Before the unique space housed Bragg's Factory Diner, it was occupied by the now defunct Bragg's Pie Factory. "There's flour in those walls," says Esparza, and coming from a family legacy of bakers, it's clear that she wants to honor that particular history of the Bragg's location. She also plans to continue training the next generation of Mexican chefs, she says, sharing her experience and knowledge of elevated Mexican cuisine.
Esparza says the one item we won't see at the new Barrio Cafe is tacos. "I'm a little sick of tacos, to be honest," she says. "They've saturated the market. McDonald's is going to start selling them next!" Esparza is also planning on securing a liquor license for the restaurant.
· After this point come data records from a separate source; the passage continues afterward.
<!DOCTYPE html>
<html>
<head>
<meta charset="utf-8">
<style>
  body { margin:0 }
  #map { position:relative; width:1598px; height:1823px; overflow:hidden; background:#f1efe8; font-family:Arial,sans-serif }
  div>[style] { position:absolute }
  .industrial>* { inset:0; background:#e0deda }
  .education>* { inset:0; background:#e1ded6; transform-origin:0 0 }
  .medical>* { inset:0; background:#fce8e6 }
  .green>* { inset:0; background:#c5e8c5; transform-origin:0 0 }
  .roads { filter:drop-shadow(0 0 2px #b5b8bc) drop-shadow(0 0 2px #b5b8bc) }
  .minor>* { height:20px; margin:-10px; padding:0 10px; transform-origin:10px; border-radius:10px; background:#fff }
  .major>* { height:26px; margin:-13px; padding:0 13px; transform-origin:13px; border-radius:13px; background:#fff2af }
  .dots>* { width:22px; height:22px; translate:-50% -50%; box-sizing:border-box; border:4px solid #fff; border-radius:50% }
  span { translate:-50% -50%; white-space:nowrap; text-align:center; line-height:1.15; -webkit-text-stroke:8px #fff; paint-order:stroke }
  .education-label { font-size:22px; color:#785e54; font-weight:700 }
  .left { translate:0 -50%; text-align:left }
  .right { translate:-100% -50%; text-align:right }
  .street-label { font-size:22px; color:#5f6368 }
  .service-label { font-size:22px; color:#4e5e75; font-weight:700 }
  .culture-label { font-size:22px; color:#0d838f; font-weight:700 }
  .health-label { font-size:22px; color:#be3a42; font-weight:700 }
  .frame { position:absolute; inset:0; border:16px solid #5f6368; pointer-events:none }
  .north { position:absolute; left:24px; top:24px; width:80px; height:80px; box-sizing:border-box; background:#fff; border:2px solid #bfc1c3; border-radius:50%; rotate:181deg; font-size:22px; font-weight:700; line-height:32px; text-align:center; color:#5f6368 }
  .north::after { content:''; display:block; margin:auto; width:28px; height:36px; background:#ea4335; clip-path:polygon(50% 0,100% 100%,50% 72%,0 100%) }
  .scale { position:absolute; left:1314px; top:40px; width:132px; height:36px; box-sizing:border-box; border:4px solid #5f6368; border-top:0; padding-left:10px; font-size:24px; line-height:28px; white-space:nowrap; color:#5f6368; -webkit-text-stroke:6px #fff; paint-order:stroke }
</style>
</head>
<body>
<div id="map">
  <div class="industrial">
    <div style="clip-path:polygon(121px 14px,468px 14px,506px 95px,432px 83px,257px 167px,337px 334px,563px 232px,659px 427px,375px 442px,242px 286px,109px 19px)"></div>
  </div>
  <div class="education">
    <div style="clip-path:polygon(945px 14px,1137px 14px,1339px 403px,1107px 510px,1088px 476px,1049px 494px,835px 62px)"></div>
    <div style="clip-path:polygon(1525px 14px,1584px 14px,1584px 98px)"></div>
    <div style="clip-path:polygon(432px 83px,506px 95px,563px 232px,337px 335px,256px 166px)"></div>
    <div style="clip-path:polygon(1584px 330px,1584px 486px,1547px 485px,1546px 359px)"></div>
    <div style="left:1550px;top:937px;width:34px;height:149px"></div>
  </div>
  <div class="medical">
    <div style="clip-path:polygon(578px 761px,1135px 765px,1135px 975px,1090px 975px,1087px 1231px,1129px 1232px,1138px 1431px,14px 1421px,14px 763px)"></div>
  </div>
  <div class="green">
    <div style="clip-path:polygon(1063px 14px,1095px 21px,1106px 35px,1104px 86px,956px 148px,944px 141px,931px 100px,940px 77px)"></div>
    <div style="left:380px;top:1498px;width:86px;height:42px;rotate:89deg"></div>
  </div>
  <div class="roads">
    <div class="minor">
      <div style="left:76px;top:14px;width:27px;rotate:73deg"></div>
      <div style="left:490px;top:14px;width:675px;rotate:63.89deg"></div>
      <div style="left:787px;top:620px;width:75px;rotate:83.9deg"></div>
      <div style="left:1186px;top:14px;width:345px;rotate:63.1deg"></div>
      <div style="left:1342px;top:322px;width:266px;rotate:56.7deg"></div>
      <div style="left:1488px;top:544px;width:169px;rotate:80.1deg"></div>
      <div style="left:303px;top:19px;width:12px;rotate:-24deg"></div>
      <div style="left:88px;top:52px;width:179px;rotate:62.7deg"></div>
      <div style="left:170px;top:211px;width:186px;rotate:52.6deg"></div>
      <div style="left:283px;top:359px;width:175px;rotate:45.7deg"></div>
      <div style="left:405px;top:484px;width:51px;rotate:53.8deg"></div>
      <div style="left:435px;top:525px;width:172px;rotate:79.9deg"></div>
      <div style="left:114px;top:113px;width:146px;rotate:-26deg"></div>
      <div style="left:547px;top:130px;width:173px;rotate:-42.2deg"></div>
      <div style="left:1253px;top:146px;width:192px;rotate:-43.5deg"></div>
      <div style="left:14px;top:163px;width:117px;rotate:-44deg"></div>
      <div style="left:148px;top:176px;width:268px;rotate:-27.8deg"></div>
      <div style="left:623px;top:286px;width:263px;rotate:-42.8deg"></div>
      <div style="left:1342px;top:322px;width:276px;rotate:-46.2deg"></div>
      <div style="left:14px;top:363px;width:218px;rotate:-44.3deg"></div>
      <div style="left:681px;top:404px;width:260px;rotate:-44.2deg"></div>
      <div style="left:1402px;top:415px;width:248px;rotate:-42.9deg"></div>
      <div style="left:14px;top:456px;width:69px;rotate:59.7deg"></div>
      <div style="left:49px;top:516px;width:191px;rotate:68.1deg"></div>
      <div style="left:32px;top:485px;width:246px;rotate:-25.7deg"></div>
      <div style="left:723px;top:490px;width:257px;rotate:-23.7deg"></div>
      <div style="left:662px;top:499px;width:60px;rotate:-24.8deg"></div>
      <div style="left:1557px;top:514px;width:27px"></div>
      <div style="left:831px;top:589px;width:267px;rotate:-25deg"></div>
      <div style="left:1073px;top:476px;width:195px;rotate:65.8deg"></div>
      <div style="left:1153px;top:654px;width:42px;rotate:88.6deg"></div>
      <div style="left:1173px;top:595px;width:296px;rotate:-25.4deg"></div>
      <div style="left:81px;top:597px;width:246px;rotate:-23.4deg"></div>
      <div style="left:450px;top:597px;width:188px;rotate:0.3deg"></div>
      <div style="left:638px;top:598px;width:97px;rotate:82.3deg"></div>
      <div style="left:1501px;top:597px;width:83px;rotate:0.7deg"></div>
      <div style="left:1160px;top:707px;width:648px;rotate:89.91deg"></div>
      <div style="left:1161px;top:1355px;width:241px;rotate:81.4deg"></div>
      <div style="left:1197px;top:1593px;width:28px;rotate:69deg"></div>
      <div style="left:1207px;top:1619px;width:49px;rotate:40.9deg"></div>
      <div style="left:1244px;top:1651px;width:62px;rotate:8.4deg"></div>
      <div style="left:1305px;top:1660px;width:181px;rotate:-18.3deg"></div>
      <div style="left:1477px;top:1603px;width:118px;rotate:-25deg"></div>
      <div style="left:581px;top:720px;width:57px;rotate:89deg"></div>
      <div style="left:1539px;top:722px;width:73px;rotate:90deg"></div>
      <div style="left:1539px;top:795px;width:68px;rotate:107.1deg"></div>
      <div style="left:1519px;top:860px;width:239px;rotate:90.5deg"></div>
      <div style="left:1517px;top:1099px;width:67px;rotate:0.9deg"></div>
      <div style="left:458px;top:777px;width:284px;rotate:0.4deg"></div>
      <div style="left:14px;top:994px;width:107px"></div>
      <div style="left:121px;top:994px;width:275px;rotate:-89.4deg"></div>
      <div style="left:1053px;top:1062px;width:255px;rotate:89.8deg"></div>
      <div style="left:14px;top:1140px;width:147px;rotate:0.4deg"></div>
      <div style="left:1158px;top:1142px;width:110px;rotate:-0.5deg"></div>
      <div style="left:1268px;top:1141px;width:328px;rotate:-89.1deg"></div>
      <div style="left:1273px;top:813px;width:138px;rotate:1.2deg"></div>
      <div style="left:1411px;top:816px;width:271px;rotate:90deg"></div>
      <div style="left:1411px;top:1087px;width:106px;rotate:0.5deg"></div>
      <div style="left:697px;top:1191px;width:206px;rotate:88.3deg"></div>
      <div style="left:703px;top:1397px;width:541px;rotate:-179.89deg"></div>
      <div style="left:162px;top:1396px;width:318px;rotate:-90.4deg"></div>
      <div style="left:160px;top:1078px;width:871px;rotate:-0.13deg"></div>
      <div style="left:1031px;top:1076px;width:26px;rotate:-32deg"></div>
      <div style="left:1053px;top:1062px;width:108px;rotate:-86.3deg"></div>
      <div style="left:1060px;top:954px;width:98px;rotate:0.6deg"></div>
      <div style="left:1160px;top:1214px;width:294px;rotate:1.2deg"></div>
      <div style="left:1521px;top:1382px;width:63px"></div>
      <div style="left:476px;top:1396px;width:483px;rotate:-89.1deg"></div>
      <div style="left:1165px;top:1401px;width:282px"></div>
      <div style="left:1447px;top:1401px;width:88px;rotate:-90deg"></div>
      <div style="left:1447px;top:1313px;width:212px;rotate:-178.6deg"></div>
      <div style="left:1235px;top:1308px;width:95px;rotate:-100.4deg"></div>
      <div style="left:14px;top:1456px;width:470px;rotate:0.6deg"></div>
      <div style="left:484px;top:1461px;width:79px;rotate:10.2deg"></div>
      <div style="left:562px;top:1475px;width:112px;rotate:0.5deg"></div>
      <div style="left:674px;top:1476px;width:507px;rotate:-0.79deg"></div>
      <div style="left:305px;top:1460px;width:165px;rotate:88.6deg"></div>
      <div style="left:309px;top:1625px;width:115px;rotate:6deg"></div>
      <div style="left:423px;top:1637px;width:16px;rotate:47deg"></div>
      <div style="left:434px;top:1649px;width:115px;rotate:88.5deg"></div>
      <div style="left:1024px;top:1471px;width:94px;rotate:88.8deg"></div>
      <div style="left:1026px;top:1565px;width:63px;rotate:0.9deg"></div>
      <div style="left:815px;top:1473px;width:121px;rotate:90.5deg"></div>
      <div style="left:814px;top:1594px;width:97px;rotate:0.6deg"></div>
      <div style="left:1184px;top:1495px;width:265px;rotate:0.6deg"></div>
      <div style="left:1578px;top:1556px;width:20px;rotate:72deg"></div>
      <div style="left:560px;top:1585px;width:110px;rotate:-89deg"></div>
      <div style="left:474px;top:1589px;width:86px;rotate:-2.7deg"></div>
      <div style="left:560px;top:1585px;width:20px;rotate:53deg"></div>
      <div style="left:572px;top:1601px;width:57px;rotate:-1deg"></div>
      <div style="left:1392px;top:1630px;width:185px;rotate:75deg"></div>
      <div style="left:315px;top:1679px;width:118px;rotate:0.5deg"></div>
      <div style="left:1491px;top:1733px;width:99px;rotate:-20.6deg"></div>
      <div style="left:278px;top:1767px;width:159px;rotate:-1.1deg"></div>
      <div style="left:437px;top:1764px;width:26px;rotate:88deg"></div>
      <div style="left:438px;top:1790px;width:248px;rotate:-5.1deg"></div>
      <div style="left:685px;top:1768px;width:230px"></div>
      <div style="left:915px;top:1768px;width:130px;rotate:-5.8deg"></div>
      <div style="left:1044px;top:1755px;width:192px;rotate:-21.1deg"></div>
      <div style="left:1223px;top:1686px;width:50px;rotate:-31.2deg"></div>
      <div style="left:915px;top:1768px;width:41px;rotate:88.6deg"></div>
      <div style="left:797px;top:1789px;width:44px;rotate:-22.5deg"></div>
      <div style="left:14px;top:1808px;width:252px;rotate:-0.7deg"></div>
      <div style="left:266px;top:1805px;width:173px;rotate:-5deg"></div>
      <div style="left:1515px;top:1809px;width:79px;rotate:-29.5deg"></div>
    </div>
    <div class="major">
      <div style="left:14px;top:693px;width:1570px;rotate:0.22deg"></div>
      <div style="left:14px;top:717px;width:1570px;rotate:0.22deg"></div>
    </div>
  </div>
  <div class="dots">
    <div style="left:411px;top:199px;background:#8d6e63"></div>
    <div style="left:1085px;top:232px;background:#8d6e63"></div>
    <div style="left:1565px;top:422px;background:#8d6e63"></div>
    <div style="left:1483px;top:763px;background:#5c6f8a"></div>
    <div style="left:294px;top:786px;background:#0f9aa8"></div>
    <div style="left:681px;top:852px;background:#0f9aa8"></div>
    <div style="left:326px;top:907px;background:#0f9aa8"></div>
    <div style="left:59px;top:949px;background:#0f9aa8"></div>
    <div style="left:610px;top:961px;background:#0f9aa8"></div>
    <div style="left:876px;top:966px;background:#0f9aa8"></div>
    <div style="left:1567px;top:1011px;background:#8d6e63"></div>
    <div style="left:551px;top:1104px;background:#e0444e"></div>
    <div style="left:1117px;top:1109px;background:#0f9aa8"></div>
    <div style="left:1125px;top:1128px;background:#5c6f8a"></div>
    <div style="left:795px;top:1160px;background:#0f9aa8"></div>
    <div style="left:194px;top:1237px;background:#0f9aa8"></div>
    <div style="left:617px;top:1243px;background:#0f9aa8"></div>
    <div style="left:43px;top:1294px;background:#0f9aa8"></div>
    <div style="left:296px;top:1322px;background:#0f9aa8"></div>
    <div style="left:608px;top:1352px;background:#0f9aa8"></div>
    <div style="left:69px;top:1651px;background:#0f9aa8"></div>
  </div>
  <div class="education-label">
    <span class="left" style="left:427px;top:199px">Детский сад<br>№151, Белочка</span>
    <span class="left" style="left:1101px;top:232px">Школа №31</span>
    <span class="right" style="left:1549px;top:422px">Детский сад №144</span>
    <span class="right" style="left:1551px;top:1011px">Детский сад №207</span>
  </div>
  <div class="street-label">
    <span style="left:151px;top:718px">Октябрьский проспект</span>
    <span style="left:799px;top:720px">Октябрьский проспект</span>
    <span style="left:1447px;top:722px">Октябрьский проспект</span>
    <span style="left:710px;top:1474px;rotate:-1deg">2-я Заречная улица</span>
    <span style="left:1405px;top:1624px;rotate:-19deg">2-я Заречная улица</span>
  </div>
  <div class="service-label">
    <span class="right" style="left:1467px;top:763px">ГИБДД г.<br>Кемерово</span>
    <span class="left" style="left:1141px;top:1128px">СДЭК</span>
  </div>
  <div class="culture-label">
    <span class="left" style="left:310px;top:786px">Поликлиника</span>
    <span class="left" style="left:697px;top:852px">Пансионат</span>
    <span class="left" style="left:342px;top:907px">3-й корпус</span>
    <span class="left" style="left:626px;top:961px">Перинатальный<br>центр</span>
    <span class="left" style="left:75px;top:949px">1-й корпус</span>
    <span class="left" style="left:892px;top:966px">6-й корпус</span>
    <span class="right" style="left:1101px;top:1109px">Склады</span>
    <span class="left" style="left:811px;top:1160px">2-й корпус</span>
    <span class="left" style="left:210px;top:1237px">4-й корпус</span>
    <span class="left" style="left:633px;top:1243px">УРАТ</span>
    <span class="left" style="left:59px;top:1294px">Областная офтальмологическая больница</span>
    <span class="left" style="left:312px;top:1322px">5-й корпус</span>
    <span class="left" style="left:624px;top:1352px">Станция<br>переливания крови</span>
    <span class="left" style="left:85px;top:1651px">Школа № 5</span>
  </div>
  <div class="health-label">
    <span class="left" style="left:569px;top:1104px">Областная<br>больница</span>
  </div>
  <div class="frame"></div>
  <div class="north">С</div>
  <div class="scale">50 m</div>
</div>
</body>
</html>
As for moving into the Grand Avenue neighborhood, known for its decidedly un-gentrified galleries and cafes, Esparza says she's going to fit right in. She says she's especially appreciative of the work of Beatrice Moore, the woman most often credited with developing the artistic community on Grand Ave.
"You can say I'm going to the Beatrice Moore Academy of How to Get Shit Done," says Esparza. "I can promise that I'm going to give it my very best."